Les Etats-unis sont restés, pour ainsi dire, indifférents à ces massacres pourtant considérés comme les plus horribles du 20e siècle, probablement parce qu'ils venaient juste de subir une véritable déculottée militaire en Somalie, dans la corne de l'Afrique. Quant à la France amie du président assassiné, et à la Belgique puissance colonisatrice du Rwanda, elles sont aujourd'hui taraudées par le remords d'avoir, dès le 9 avril, évacué en catastrophe leurs ressortissants alors que des milliers de Rwandais étaient sous la menace des « tueurs en série » qui fuyaient éperdument comme du bétail en débandade, vers le Zaïre voisin.
Pour se donner bonne conscience, la communauté internationale a, pendant des années, davantage parlé de génocide improvisé que de génocide prémédité, comme pour justifier le fait qu'elle ait été incapable de prévenir la tragédie, alors que tout le monde savait qu'avec les peurs et les haines des uns vis-à-vis des autres transmises de génération en génération au Rwanda, les « portes de l'enfer » allaient s'ouvrir sur ce pays un jour ou l'autre.
Ce 30e anniversaire sera peut-être l'occasion de tourner la page de l'acrimonie entre le Rwanda et la France
Le rôle le plus controversé dans ces tueries de masse, est celui de la France, qui a flirté pendant longtemps avec les génocidaires, et qui a organisé une opération militaire en juin 1994 censée mettre fin aux massacres, mais qui s'est révélée finalement être une opération de sauvetage des extrémistes Hutus qui en ont profité pour prendre la poudre d'escampette au moment où il était clair aux yeux de tous que les troupes de Paul Kagamé allaient prendre le contrôle total du pays. C'est justement cette ambiguïté de la politique africaine de la France que le président Emmanuel Macron, a remise en lumière.
D'abord en 2021 à l'occasion de son voyage à Kigali quand il a pointé la « responsabilité accablante » de Paris dans « l'engrenage qui a abouti au pire », puis le 4 avril dernier quand il a estimé que la France « aurait pu arrêter le génocide », mais n'en a « pas eu la volonté ». Depuis l'arrivée d'Emmanuel Macron au pouvoir, on peut dire que les lignes diplomatiques entre Paris et Kigali ont bougé, et le Rwanda n'en attendait pas plus pour renouer avec son ancien partenaire. C'est vrai qu'il y a eu des manquements de la part des autorités françaises dans la gestion de cette crise d'une extrême gravité, mais le mea culpa du président français, même s'il ne répare pas tous les torts dont ont été victimes des milliers de Rwandais pendant le deuxième trimestre de l'année 1994, pourrait servir de catharsis à ce passé douloureux.

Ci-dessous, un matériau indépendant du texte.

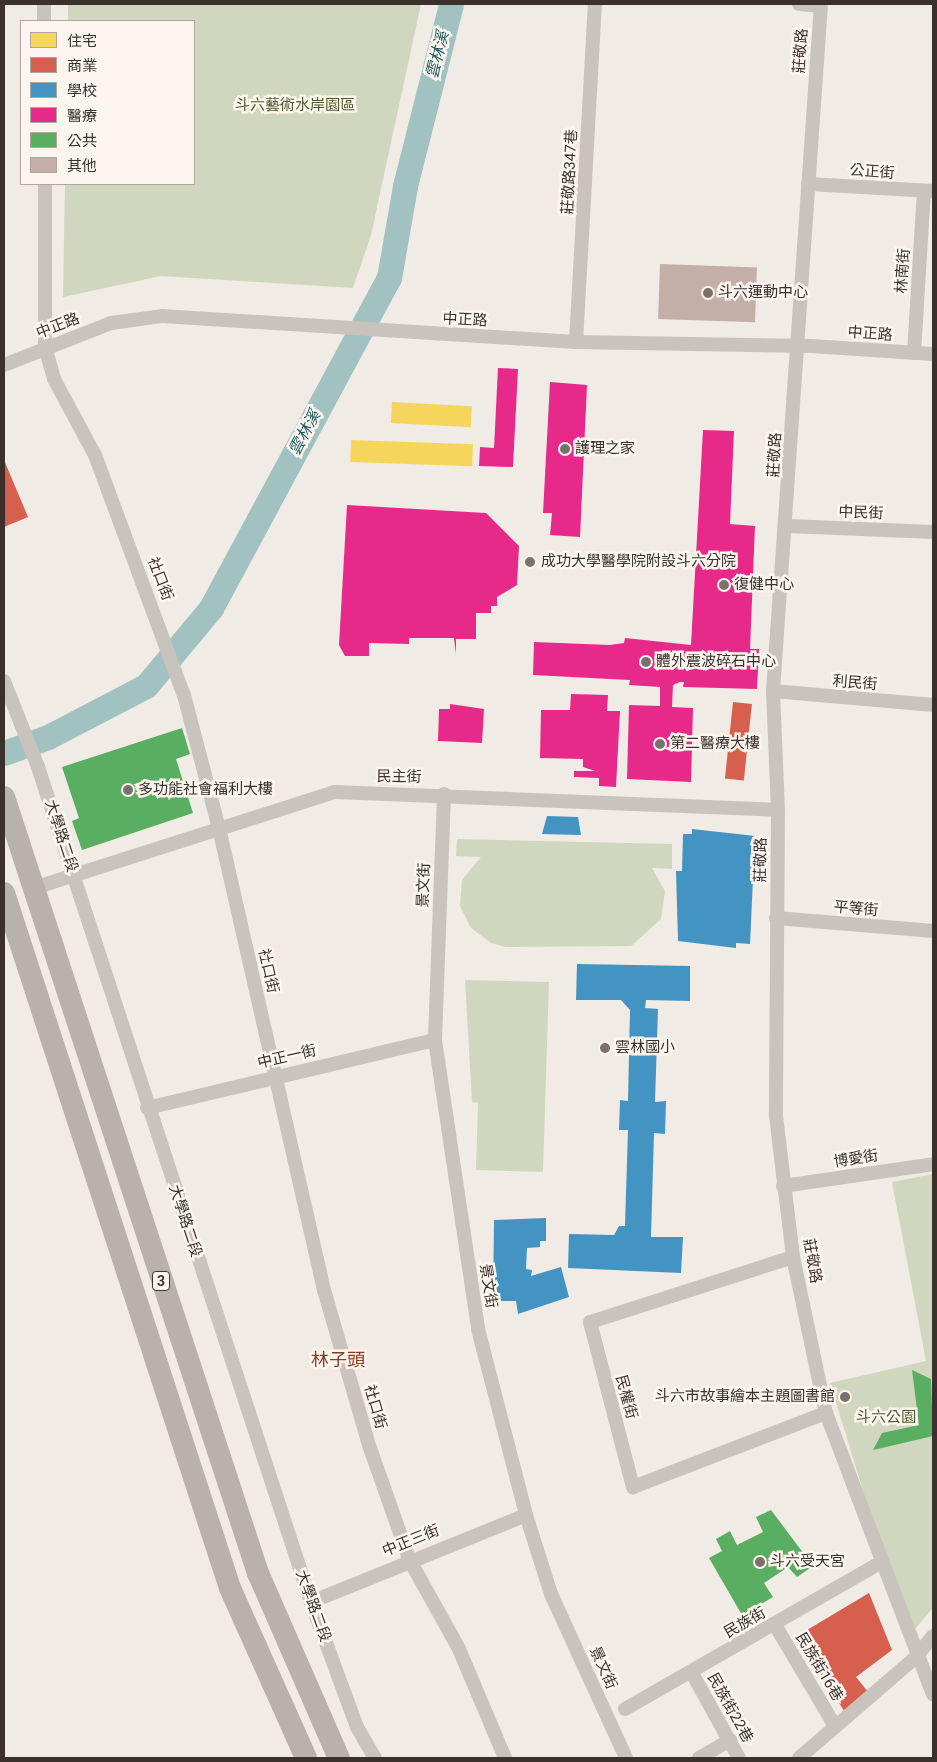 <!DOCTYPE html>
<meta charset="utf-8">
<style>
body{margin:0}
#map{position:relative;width:937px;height:1762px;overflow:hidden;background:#f0ebe5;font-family:Roboto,"Noto Sans TC",sans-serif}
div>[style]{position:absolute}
.green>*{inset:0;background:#d1d6bf}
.homes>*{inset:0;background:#f6d55c;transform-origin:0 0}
.shops>*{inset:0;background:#d6604d;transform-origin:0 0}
.schools>*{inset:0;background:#4393c3}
.health>*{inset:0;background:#e7298a}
.public>*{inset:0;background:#5aae61}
.river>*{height:25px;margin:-12.5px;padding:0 12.5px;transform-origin:12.5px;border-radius:12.5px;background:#a1c2c1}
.building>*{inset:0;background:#c3afa7;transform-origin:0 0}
.street>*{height:14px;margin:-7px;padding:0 7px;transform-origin:7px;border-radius:7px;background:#c9c3be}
.primary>*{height:22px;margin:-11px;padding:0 11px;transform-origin:11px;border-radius:11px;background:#b8b1ad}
.dots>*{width:14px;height:14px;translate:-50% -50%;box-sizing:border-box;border:2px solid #fbf5ee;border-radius:50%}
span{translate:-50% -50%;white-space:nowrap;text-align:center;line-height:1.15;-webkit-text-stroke:5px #fbf5ee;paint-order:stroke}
.shield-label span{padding:1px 4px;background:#fbf5ee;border:1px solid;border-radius:4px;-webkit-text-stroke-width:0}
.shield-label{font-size:14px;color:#3b302b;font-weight:700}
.street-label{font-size:15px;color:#3b302b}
.park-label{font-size:15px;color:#4a5a2e}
.poi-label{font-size:15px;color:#3b302b}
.left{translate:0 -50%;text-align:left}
.right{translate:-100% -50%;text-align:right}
.water-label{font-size:16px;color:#1f5a5e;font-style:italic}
.quarter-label{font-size:18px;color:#8c3b22}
.frame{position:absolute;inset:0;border:5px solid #3b302b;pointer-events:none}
.legend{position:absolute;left:20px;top:20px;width:175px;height:165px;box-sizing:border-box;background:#fbf5ee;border:1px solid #aea6a0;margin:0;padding:6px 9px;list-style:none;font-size:15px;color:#3b302b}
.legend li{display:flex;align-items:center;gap:10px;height:25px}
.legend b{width:25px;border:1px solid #aea6a0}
</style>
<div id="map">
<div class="green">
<i style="clip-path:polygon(68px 4px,421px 4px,371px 235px,353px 288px,161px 276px,63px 297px,65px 184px,194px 184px,194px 21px,68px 21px)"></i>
<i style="clip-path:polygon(457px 839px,672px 844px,672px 869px,652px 868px,665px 891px,661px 919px,631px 946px,506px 947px,491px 943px,471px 928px,460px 906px,462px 880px,481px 857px,456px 856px)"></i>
<i style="clip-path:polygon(465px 980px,549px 982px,543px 1172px,476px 1170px,478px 1103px,472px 1102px)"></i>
<i style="clip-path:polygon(933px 1174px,933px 1608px,908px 1637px,830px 1383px,926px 1361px,892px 1182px)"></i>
</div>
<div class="homes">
<i style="left:392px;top:402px;width:80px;height:21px;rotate:3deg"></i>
<i style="left:351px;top:440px;width:122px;height:22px;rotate:2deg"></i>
</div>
<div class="shops">
<i style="clip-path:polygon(4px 460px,28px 517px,4px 527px)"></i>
<i style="left:733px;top:702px;width:19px;height:77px;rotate:6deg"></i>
<i style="clip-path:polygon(869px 1593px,892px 1650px,856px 1677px,869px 1693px,846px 1714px,797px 1636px)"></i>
</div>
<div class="schools">
<i style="clip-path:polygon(547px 816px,578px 817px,581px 835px,542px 834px)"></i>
<i style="clip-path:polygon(692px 829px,755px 836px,750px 944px,736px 943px,736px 948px,678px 941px,676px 871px,682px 871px,683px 834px,692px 834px)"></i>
<i style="clip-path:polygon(577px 964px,690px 966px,690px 1001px,646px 1000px,645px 1008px,658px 1009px,655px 1102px,666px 1101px,665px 1134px,654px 1133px,651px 1237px,683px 1237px,681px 1273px,568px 1268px,569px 1234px,614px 1235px,619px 1226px,625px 1226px,628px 1130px,619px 1130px,620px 1100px,628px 1101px,630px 1010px,621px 1000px,576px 1000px)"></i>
<i style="clip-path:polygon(546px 1218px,546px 1241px,540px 1241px,540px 1247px,527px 1248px,526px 1269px,532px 1270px,531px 1276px,561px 1267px,569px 1297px,518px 1314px,516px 1301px,493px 1301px,494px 1220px)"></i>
</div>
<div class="health">
<i style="clip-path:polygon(498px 368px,518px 369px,513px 467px,479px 466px,480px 447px,494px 448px)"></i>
<i style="clip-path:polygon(550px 382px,587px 385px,580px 537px,550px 535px,552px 513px,543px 513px)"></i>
<i style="clip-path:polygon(703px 430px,734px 431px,730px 524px,755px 526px,750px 649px,759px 649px,757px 689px,683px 687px,684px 682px,680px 682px,673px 685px,672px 707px,693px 708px,691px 782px,627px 779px,629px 705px,660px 706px,660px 687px,629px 685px,630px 680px,533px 675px,534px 642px,610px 645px,624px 643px,625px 638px,691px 645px)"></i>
<i style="clip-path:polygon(347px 505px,486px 513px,519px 546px,517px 585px,497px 597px,497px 606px,491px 606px,491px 613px,476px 613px,476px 639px,456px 639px,456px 654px,454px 638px,409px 638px,409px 644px,369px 643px,369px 656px,345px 656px,339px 645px)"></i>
<i style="clip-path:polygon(571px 694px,608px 695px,607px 711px,620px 711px,616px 787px,599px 786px,599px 778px,574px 777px,574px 771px,595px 771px,583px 767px,583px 759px,540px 758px,541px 710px,570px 710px)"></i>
<i style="clip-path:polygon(450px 704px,484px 709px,482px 743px,438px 741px,439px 709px,450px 709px)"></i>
</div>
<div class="public">
<i style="clip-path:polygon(182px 728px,190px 754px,176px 759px,193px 813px,82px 850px,72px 821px,79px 818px,62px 767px)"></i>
<i style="clip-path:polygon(912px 1370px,931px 1379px,933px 1436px,873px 1450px,882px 1433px,919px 1425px)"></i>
<i style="clip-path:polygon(771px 1510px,813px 1566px,797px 1577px,788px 1567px,764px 1583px,773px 1597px,742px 1615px,709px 1558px,722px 1551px,716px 1539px,730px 1531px,737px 1545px,763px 1532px,756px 1517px)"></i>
</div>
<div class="river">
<i style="left:4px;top:753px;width:47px;rotate:-20deg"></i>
<i style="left:48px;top:737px;width:110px;rotate:-27.5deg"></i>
<i style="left:146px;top:686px;width:102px;rotate:-50.2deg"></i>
<i style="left:211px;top:608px;width:375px;rotate:-61.7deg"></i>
<i style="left:389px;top:278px;width:93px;rotate:-80.1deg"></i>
<i style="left:405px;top:186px;width:188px;rotate:-75.8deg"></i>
</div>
<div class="building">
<i style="left:660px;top:264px;width:97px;height:55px;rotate:2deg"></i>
</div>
<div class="street">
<i style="left:44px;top:4px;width:17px;rotate:90deg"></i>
<i style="left:799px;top:4px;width:21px;rotate:5deg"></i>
<i style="left:821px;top:4px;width:689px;rotate:94deg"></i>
<i style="left:773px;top:691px;width:119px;rotate:87.6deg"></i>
<i style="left:778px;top:810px;width:306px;rotate:90.4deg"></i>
<i style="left:776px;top:1116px;width:142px;rotate:83.1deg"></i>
<i style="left:793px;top:1257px;width:159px;rotate:78.1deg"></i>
<i style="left:826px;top:1413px;width:301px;rotate:69.2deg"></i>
<i style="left:45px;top:184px;width:163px;rotate:90deg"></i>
<i style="left:45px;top:347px;width:33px;rotate:74deg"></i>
<i style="left:54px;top:379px;width:86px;rotate:61.7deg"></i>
<i style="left:95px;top:455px;width:256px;rotate:69.7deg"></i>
<i style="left:184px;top:695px;width:138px;rotate:75.3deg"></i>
<i style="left:219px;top:828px;width:474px;rotate:77.2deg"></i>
<i style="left:324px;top:1290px;width:165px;rotate:73.8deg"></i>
<i style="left:370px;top:1448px;width:118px;rotate:70.6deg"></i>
<i style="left:409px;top:1559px;width:103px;rotate:60.9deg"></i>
<i style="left:459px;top:1649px;width:118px;rotate:67.1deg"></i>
<i style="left:808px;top:184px;width:125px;rotate:3.2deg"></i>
<i style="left:576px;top:342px;width:339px;rotate:-86.8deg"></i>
<i style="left:914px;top:353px;width:162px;rotate:-86.5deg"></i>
<i style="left:4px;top:365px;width:115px;rotate:-21.4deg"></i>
<i style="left:111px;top:323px;width:51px;rotate:-7.8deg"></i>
<i style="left:162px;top:316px;width:415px;rotate:3.6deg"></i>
<i style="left:576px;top:342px;width:235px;rotate:1deg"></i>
<i style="left:811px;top:346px;width:122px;rotate:3.8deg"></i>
<i style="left:788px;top:526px;width:145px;rotate:2.4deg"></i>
<i style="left:4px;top:681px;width:92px;rotate:68.4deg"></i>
<i style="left:38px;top:767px;width:878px;rotate:71.9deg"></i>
<i style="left:311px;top:1602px;width:133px;rotate:69.8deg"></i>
<i style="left:357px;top:1727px;width:36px;rotate:60deg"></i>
<i style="left:773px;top:691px;width:161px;rotate:5deg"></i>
<i style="left:444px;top:794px;width:246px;rotate:92.1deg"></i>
<i style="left:435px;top:1040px;width:292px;rotate:81.5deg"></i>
<i style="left:478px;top:1329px;width:192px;rotate:75.5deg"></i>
<i style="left:526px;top:1515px;width:83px;rotate:72.4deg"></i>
<i style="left:551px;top:1594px;width:180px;rotate:65.4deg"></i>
<i style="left:34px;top:888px;width:316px;rotate:-17.7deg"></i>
<i style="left:335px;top:792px;width:443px;rotate:2.3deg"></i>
<i style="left:776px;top:918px;width:158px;rotate:4.7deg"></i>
<i style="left:147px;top:1108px;width:296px;rotate:-13.3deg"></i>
<i style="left:783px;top:1186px;width:152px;rotate:-8.3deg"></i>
<i style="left:793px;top:1257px;width:213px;rotate:162.2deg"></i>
<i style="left:590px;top:1322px;width:171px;rotate:75.4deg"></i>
<i style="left:633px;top:1487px;width:207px;rotate:-21deg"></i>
<i style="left:311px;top:1602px;width:232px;rotate:-22deg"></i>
<i style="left:775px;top:1625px;width:117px;rotate:59.3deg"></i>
<i style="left:692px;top:1673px;width:97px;rotate:61.1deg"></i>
<i style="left:625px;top:1709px;width:294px;rotate:-29.8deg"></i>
<i style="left:699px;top:1758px;width:36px;rotate:-30deg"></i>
<i style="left:799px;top:1758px;width:155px;rotate:-40.8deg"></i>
<i style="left:916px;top:1657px;width:27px;rotate:-51deg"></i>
</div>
<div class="primary">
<i style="left:4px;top:797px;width:817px;rotate:71.88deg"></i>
<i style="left:258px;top:1573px;width:202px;rotate:66.4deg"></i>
<i style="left:4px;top:893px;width:731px;rotate:71.99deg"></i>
<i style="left:230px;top:1588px;width:186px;rotate:65.9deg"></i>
</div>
<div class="dots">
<i style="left:708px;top:293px;background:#7a716c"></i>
<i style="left:565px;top:449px;background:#7a716c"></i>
<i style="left:530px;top:562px;background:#7a716c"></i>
<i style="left:724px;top:585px;background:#7a716c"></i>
<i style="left:646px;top:662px;background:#7a716c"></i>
<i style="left:660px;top:744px;background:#7a716c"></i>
<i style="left:128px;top:790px;background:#7a716c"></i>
<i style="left:605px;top:1048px;background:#7a716c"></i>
<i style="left:845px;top:1397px;background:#7a716c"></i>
<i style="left:760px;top:1562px;background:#7a716c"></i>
</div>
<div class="shield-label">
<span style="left:161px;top:1281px">3</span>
</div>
<div class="street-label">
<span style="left:801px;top:51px;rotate:-86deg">莊敬路</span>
<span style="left:570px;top:172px;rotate:-87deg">莊敬路347巷</span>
<span style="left:872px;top:172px;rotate:4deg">公正街</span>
<span style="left:903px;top:271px;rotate:-86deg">林南街</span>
<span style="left:465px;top:320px;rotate:3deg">中正路</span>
<span style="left:58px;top:326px;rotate:-21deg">中正路</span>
<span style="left:870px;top:334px;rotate:4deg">中正路</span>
<span style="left:775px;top:455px;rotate:-87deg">莊敬路</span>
<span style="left:861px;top:513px;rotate:2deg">中民街</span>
<span style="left:160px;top:579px;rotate:69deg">社口街</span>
<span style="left:855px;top:683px;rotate:5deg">利民街</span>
<span style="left:399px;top:777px;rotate:1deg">民主街</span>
<span style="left:61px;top:836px;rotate:72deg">大學路二段</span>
<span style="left:761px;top:860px;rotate:-89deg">莊敬路</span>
<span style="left:424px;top:885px;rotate:-88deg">景文街</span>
<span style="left:856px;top:909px;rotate:5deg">平等街</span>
<span style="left:268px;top:971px;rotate:77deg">社口街</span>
<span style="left:287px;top:1057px;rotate:-13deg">中正一街</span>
<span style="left:856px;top:1159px;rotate:-9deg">博愛街</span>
<span style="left:185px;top:1221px;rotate:72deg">大學路二段</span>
<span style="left:812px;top:1261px;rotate:80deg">莊敬路</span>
<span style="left:488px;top:1286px;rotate:81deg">景文街</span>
<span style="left:626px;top:1397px;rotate:75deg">民權街</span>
<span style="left:375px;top:1407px;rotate:74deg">社口街</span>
<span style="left:411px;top:1541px;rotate:-22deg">中正三街</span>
<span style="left:313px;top:1606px;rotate:70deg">大學路二段</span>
<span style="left:745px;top:1623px;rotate:-30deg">民族街</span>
<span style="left:819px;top:1667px;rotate:59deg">民族街16巷</span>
<span style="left:603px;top:1668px;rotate:66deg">景文街</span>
<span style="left:730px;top:1708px;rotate:61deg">民族街22巷</span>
</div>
<div class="park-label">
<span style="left:295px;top:106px">斗六藝術水岸園區</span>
<span style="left:886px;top:1418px">斗六公園</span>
</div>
<div class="poi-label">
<span class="left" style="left:718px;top:293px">斗六運動中心</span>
<span class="left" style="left:575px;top:449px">護理之家</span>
<span class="left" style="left:541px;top:562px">成功大學醫學院附設斗六分院</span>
<span class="left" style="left:734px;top:585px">復健中心</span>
<span class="left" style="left:656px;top:662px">體外震波碎石中心</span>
<span class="left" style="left:670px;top:744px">第二醫療大樓</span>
<span class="left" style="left:138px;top:790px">多功能社會福利大樓</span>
<span class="left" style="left:615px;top:1048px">雲林國小</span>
<span class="right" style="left:835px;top:1397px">斗六市故事繪本主題圖書館</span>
<span class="left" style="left:770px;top:1562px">斗六受天宮</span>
</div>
<div class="water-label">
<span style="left:438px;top:55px;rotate:-76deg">雲林溪</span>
<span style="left:305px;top:433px;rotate:-62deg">雲林溪</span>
</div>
<div class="quarter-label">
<span style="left:338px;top:1360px">林子頭</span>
</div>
<div class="frame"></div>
<ul class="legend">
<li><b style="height:14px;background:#f6d55c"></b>住宅</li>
<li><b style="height:14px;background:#d6604d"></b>商業</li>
<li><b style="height:14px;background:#4393c3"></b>學校</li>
<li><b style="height:14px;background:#e7298a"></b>醫療</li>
<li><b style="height:14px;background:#5aae61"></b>公共</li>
<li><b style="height:14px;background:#c3afa7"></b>其他</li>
</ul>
</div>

On imagine le soupir de soulagement qu'a poussé l'homme fort de Kigali quand il a entendu les dernières sorties d'Emmanuel Macron sur ce sujet ultra-sensible, et la satisfaction des autorités rwandaises qui sont restées dans leurs bottes et vent debout contre les présumés complices occidentaux des génocidaires, trente ans durant. Ce trentième anniversaire sera peut-être l'occasion de tourner la page de l'acrimonie entre le Rwanda et la France notamment, et pour toutes les victimes de faire le deuil trois décennies après le génocide.